TASK REQUIREMENTS: An exact copy of the data is needed, one that excludes all pictures.

Saved data entries:
▬▬▬

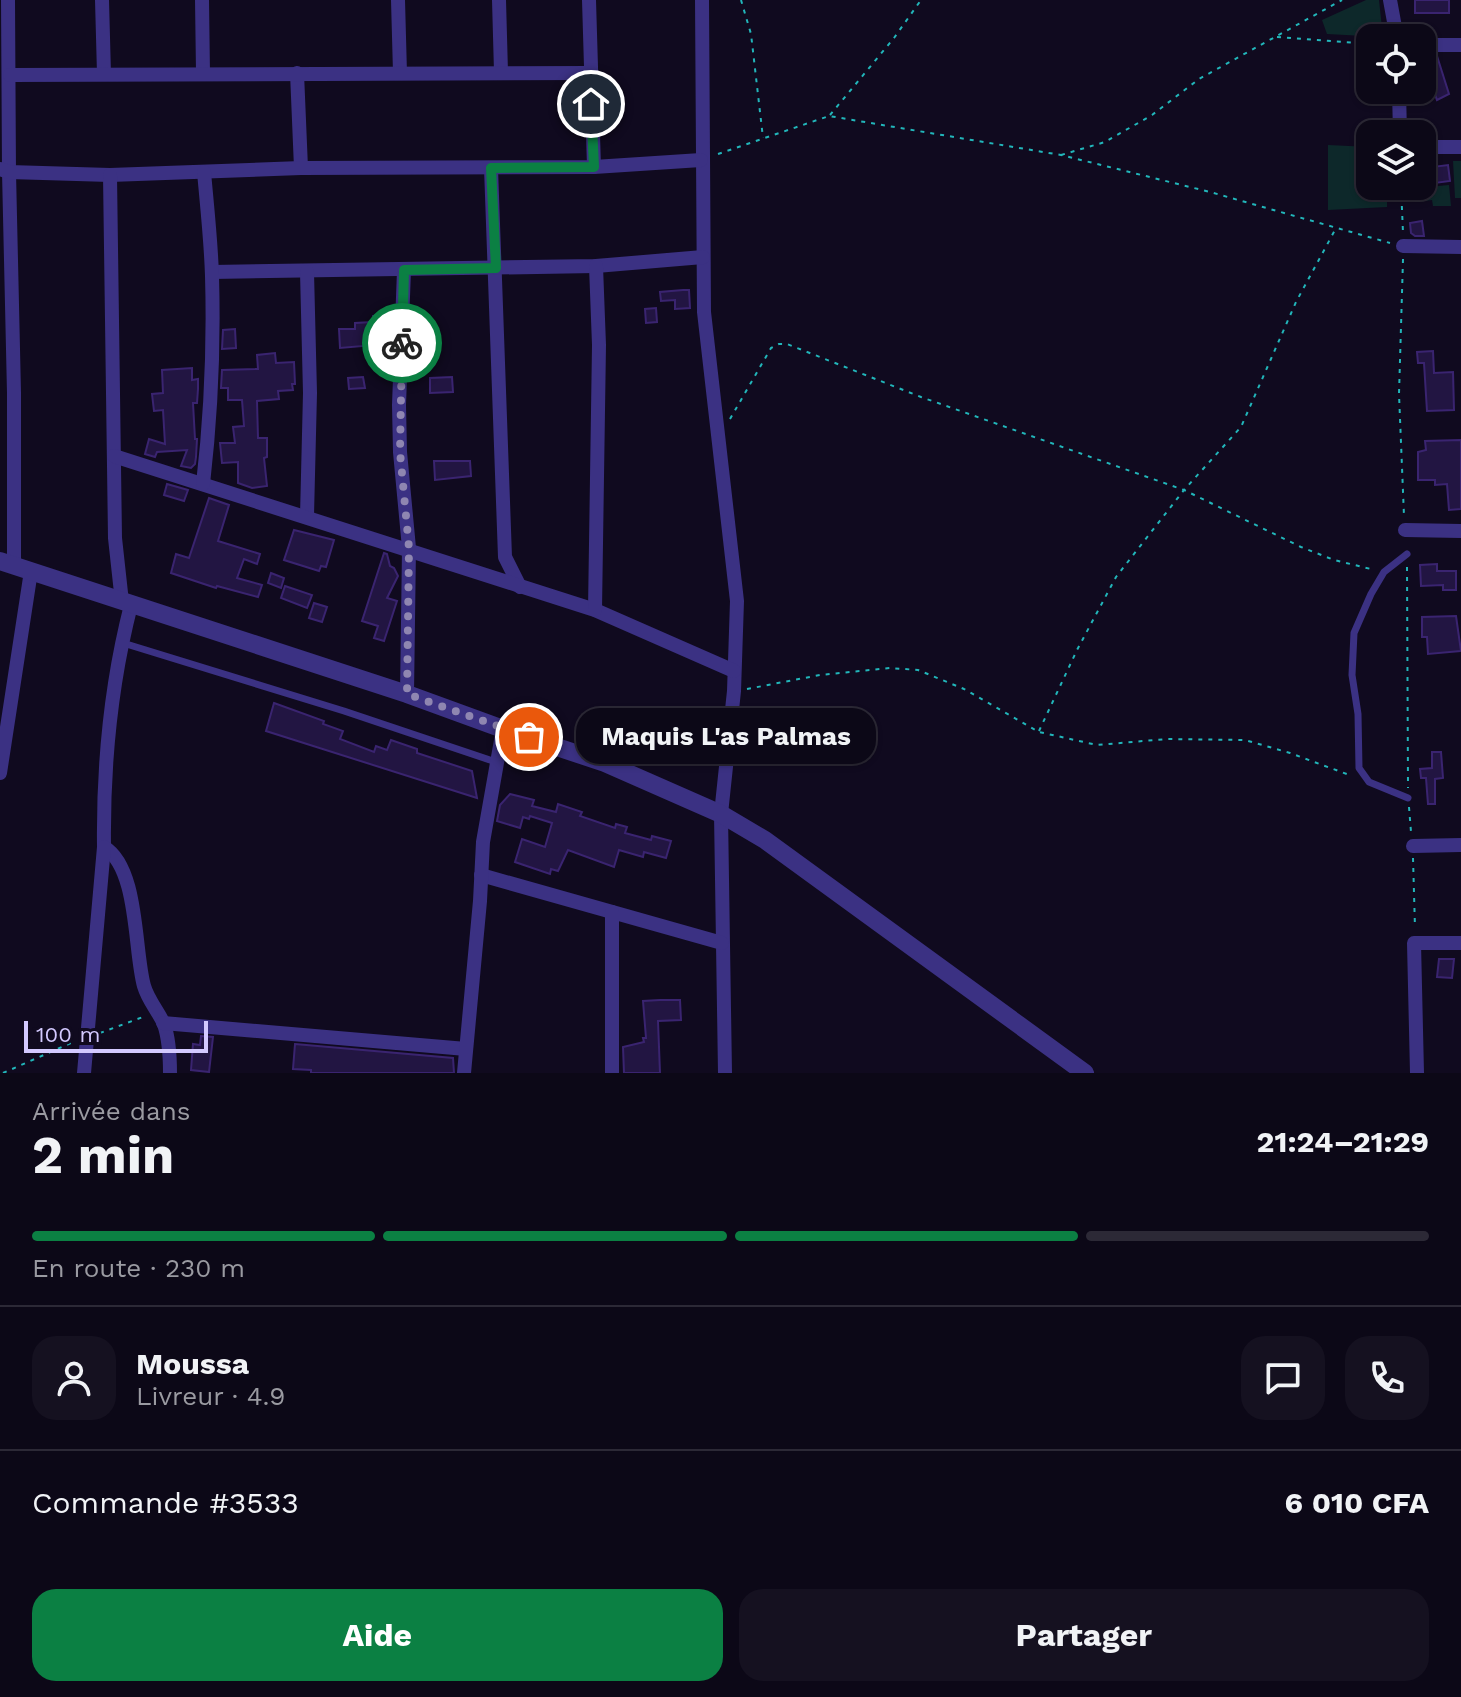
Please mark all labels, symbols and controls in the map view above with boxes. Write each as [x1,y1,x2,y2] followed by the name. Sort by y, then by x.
[1356,24,1436,200] map controls
[1356,24,1436,104] button: locate
[557,70,625,138] pin
[569,82,613,126] icon: home
[1356,120,1436,200] button: layers
[362,303,442,383] courier
[380,321,424,365] icon: bike
[495,703,563,771] pin
[577,709,877,765] callout: Maquis L'as Palmas
[507,715,551,759] icon: bag
[601,721,851,751] text: Maquis L'as Palmas
[24,1017,208,1053] scale bar
[36,1022,100,1047] text: 100 m
[32,1096,191,1126] text: Arrivée dans
[1257,1124,1429,1159] text: 21:24–21:29
[32,1125,174,1186] text: 2 min
[32,1253,245,1283] text: En route · 230 m
[32,1336,116,1420] button: person
[1241,1336,1325,1420] button: chat
[1345,1336,1429,1420] button: phone
[136,1346,249,1381] text: Moussa
[136,1381,285,1411] text: Livreur · 4.9
[32,1485,299,1520] text: Commande #3533
[1285,1485,1429,1520] text: 6 010 CFA
[32,1589,723,1681] button: Aide
[739,1589,1429,1681] button: Partager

▬▬▬

ANSWER BOX:
Please mark all labels, symbols and controls in the map view above with boxes. Write each as [x1,y1,x2,y2] followed by the name. Sort by y, then by x.
[1356,24,1436,200] map controls
[1356,24,1436,104] button: locate
[557,70,625,138] pin
[569,82,613,126] icon: home
[1356,120,1436,200] button: layers
[362,303,442,383] courier
[380,321,424,365] icon: bike
[495,703,563,771] pin
[577,709,877,765] callout: Maquis L'as Palmas
[507,715,551,759] icon: bag
[601,721,851,751] text: Maquis L'as Palmas
[24,1017,208,1053] scale bar
[36,1022,100,1047] text: 100 m
[32,1096,191,1126] text: Arrivée dans
[1257,1124,1429,1159] text: 21:24–21:29
[32,1125,174,1186] text: 2 min
[32,1253,245,1283] text: En route · 230 m
[32,1336,116,1420] button: person
[1241,1336,1325,1420] button: chat
[1345,1336,1429,1420] button: phone
[136,1346,249,1381] text: Moussa
[136,1381,285,1411] text: Livreur · 4.9
[32,1485,299,1520] text: Commande #3533
[1285,1485,1429,1520] text: 6 010 CFA
[32,1589,723,1681] button: Aide
[739,1589,1429,1681] button: Partager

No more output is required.